# Task details:
The line containing "height:7px; margin:-3.5px; padding:0" marks the end, so write out exactly every line from the top of the entries below through that one.

Collected data
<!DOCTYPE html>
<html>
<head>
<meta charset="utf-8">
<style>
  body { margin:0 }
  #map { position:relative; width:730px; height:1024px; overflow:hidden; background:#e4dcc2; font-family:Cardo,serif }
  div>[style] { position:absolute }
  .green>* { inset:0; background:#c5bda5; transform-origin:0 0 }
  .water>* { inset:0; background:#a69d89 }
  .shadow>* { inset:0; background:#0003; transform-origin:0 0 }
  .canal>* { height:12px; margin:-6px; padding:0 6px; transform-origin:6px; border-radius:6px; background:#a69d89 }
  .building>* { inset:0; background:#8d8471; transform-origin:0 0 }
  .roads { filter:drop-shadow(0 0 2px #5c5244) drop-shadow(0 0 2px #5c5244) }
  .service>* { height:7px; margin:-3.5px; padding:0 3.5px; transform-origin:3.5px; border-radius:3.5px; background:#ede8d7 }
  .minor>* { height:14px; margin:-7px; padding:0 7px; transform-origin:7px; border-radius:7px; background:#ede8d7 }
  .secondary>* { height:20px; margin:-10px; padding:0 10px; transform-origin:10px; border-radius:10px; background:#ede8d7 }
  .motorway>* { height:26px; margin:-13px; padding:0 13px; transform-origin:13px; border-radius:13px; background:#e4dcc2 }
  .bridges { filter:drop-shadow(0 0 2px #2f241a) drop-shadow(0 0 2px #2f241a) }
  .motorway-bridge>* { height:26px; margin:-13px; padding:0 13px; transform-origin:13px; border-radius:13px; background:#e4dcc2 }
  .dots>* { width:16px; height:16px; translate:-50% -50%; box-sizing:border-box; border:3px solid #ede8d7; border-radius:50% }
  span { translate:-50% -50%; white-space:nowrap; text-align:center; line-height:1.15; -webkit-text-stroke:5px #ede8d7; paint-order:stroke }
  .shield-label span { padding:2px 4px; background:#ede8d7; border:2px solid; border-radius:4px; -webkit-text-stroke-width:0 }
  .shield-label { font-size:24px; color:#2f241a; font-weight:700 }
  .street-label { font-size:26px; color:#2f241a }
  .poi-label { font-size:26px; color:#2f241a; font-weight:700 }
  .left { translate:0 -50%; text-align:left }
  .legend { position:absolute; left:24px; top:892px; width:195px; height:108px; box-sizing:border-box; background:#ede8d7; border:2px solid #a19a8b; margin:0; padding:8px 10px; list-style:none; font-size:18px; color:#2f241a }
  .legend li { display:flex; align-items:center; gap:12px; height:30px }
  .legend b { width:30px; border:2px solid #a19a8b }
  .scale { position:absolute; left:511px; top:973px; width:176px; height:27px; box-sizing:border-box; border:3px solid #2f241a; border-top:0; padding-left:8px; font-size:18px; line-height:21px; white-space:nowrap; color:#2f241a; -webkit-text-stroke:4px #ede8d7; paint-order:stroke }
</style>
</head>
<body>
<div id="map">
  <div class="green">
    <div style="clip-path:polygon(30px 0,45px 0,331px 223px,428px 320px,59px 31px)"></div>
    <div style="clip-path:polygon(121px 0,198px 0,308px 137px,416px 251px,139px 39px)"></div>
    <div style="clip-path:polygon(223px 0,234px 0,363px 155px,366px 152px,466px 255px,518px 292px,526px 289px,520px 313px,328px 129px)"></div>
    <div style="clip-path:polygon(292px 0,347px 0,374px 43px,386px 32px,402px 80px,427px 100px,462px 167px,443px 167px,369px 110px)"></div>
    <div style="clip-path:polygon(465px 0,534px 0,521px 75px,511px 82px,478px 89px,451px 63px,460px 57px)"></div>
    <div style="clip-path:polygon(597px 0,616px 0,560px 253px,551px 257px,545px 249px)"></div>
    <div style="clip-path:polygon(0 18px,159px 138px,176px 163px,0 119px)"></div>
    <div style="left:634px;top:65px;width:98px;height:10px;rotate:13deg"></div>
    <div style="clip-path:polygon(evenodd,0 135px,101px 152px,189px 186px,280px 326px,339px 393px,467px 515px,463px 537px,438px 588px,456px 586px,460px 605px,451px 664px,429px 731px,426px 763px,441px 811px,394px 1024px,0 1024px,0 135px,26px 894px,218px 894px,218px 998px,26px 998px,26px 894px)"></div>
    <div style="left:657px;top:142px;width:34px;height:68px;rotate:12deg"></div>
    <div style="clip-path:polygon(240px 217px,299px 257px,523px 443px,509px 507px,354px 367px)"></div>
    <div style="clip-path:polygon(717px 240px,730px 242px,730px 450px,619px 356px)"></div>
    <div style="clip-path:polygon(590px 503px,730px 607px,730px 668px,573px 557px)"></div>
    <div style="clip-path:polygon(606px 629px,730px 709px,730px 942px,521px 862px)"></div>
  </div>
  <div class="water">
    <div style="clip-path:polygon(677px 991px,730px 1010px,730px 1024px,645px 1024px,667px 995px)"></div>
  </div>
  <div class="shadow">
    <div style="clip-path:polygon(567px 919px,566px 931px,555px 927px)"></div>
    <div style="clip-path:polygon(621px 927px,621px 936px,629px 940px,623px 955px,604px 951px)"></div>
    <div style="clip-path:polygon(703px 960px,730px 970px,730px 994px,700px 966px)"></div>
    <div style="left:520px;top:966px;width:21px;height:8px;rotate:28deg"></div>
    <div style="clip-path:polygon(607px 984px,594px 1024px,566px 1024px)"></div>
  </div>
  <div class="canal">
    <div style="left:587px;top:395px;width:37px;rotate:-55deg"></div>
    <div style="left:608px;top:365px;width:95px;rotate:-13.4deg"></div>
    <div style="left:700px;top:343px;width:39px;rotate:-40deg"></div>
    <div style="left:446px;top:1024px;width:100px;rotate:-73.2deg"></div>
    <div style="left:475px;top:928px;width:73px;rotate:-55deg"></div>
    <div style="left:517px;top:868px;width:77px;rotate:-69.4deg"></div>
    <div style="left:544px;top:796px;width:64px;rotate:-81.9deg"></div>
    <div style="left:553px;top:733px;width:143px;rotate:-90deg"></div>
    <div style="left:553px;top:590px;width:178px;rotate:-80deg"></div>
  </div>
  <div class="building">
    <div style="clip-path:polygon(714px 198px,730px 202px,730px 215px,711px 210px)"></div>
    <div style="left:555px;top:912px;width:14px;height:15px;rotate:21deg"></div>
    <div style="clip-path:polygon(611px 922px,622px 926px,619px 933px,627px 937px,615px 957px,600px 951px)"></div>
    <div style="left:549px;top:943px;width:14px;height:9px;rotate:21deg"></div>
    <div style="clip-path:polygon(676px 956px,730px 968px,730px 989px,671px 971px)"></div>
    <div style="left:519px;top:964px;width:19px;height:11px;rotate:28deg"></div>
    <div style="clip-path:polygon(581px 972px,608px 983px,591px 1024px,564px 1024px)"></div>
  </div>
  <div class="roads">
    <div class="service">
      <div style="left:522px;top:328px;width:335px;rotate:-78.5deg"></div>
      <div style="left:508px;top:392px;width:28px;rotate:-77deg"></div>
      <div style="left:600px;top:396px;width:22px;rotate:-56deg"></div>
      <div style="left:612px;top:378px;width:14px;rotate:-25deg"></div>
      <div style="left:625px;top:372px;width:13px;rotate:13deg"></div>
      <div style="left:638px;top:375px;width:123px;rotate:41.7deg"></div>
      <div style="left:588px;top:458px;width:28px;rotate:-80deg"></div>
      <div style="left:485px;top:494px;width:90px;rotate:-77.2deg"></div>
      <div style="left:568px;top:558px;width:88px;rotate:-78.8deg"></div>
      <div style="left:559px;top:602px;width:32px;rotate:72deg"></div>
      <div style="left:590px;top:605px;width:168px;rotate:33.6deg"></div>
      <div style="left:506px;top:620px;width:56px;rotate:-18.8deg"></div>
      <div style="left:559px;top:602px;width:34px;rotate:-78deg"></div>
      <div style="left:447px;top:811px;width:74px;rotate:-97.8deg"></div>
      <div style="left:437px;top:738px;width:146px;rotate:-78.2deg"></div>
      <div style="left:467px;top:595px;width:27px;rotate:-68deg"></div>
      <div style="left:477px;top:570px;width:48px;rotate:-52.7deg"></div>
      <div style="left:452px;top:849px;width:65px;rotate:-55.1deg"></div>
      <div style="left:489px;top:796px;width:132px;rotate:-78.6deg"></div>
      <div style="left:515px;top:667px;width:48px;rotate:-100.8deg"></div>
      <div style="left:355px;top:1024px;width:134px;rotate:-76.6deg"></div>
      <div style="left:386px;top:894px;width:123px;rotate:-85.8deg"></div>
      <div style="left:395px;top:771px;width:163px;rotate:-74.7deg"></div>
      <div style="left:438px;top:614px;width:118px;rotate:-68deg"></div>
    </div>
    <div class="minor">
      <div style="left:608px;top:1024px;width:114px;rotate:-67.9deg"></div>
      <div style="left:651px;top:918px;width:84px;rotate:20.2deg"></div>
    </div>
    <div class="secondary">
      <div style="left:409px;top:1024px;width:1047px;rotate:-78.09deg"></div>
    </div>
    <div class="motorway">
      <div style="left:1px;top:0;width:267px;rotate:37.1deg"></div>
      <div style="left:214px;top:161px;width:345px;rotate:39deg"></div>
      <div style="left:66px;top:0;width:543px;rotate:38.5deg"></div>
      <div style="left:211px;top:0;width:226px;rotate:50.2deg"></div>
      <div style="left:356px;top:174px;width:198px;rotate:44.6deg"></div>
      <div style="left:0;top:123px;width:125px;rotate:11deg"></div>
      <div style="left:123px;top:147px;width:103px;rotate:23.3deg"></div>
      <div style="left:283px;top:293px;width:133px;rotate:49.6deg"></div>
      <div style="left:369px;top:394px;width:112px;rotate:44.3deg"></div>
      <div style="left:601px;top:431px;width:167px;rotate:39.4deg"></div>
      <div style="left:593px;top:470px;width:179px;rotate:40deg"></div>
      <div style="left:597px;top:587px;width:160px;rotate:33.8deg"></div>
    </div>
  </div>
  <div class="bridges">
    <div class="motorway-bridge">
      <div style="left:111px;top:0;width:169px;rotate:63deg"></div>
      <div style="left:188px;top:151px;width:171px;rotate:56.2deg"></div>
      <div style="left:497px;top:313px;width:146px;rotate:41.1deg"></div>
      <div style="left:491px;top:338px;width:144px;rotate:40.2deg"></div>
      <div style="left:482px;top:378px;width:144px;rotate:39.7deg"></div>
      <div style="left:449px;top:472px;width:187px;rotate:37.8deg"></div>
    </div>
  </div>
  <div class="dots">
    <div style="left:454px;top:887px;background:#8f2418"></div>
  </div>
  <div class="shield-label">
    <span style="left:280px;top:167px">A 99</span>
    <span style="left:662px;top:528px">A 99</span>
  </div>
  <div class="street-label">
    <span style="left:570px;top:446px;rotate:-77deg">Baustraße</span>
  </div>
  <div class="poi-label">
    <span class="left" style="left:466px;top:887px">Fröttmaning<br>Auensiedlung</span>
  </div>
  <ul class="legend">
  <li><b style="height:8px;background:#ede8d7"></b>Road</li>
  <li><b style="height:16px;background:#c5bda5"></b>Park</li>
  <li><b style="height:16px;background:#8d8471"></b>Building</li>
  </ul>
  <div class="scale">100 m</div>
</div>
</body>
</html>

# Answer space:
<!DOCTYPE html>
<html>
<head>
<meta charset="utf-8">
<style>
  body { margin:0 }
  #map { position:relative; width:730px; height:1024px; overflow:hidden; background:#e4dcc2; font-family:Cardo,serif }
  div>[style] { position:absolute }
  .green>* { inset:0; background:#c5bda5; transform-origin:0 0 }
  .water>* { inset:0; background:#a69d89 }
  .shadow>* { inset:0; background:#0003; transform-origin:0 0 }
  .canal>* { height:12px; margin:-6px; padding:0 6px; transform-origin:6px; border-radius:6px; background:#a69d89 }
  .building>* { inset:0; background:#8d8471; transform-origin:0 0 }
  .roads { filter:drop-shadow(0 0 2px #5c5244) drop-shadow(0 0 2px #5c5244) }
  .service>* { height:7px; margin:-3.5px; padding:0 3.5px; transform-origin:3.5px; border-radius:3.5px; background:#ede8d7 }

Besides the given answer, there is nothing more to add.